Appointed As

Walter H. Capps Center for Religion, Ethics and Public Life Postdoctoral Fellow


ACLS Emerging Voices Fellowships program


University of California, Santa Barbara

PhD Field of Study

PhD, Gender and Women's Studies, University of Arizona

Dissertation Abstract

"What Is Suicide? Entanglements of Literature and Philosophy in the 'Afterlife of Slavery'"

Suicide articulates a being for whom freedom is a possibility. My dissertation, What Is Suicide? Entanglements of Philosophy and Literature in the ‘Afterlife of Slavery,’” traces the transformation of the concept of suicide between the 17th and 21st centuries in its dynamic interaction over the longue durée of Black social death in the history and geography of racial slavery. What Is Suicide? poses the problem of Black suicide as a fundamental question about the racialization of human freedom. It thusly illuminates at the reductive level of ontology how racial blackness is produced as an abstract nothingness that grounds the being of freedom—a being that is racialized non-Black.
Whereas cultural studies of suicide tend to confine the problem of suicide to a phenomenology of suffering and resistance, I critique how its elaborations of freedom necessitate the racialization of the figure of the slave as non-being.

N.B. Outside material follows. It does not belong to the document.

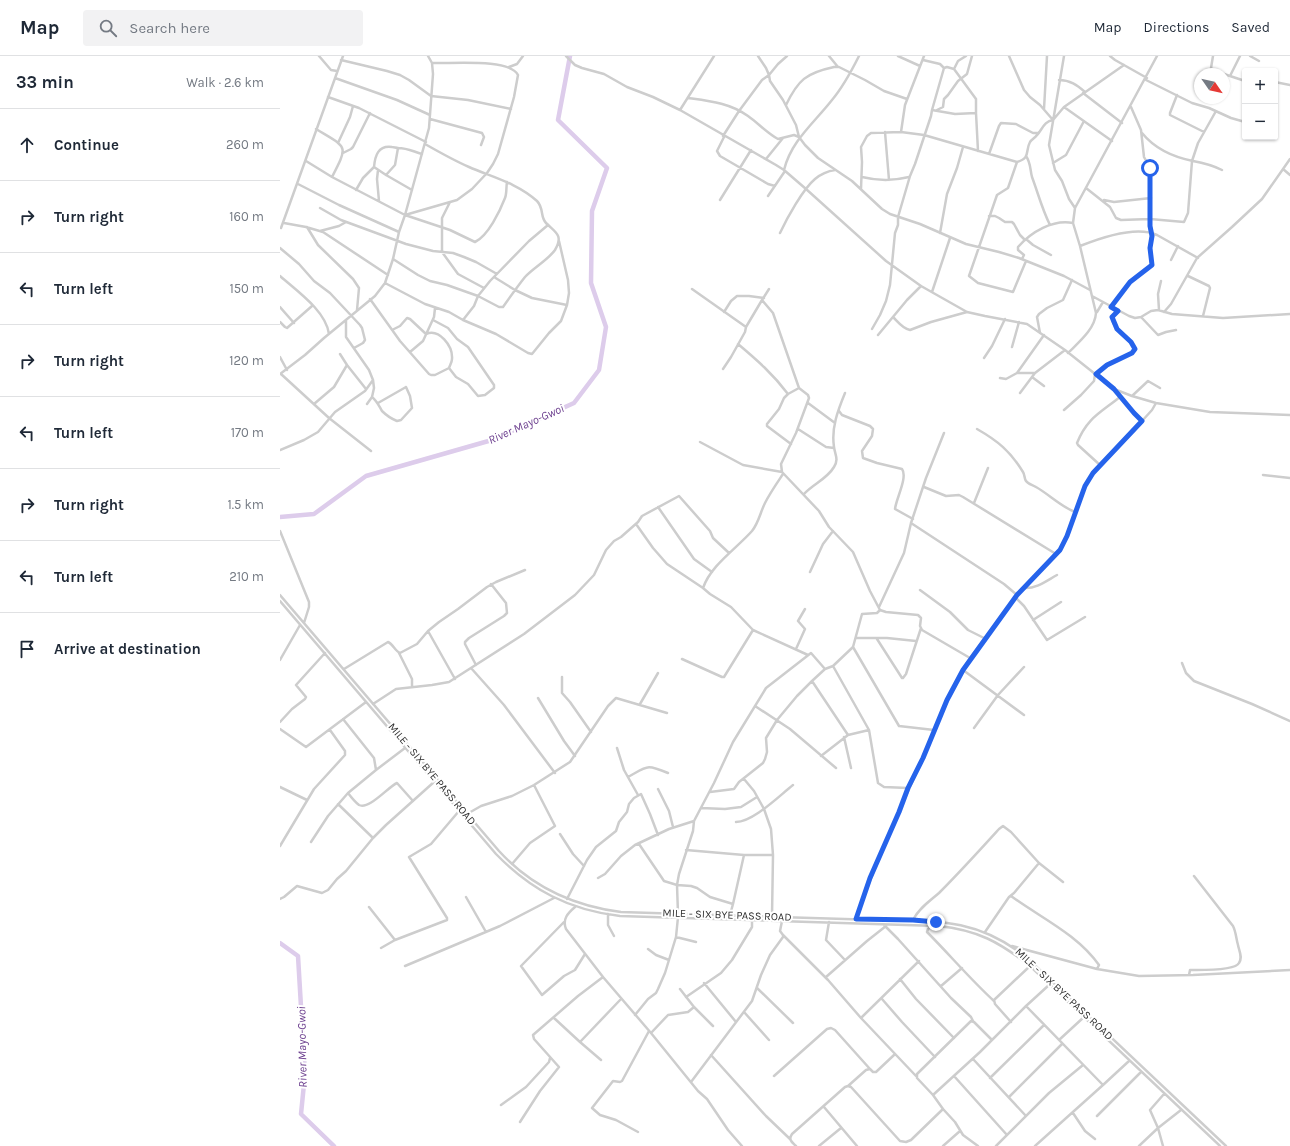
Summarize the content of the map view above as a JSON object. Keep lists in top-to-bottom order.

Beyond a critique of the medical model, I claim that suicide—as much a sociological problem and literary figure as a medical category—constitutes a “political-theological apparatus” that divides ethical from unethical life, negating Black subjectivity as a species of life that cannot make death a choice. To advance this interdisciplinary critique, I traverse African American and Latinx literature, philosophy, critical theory and the medical humanities to grapple with how suicide has been an ethical, ontological and epistemological category for making and unmaking the human. It reframes a set of canonic twentieth-century texts as immanent critiques of the racial logics of suicide: the postcolonial feminism of Gayatri Spivak, the Afropessimist literature of Toni Morrison, and the political prose of the Chicane poet Rodolfo “Corky” Gonzales.
I specifically draw on Saidiya Hartman and Frantz Fanon, in conjunction with Lacanian psychoanalysis and what I describe as the “natalist philosophies” of Martin Heidegger and Hannah Arendt, to destabilize the philosophical and psychological conceits that inhere in the notion of suicide, particularly the possibility of social life. In posing “Black suicide” as an ontological question about social death rather than an experiential problem of pathology, I privilege the literary imagination as a site for both displacing the discursive agon of mental health and presenting the symbolic contradictions of antiblackness.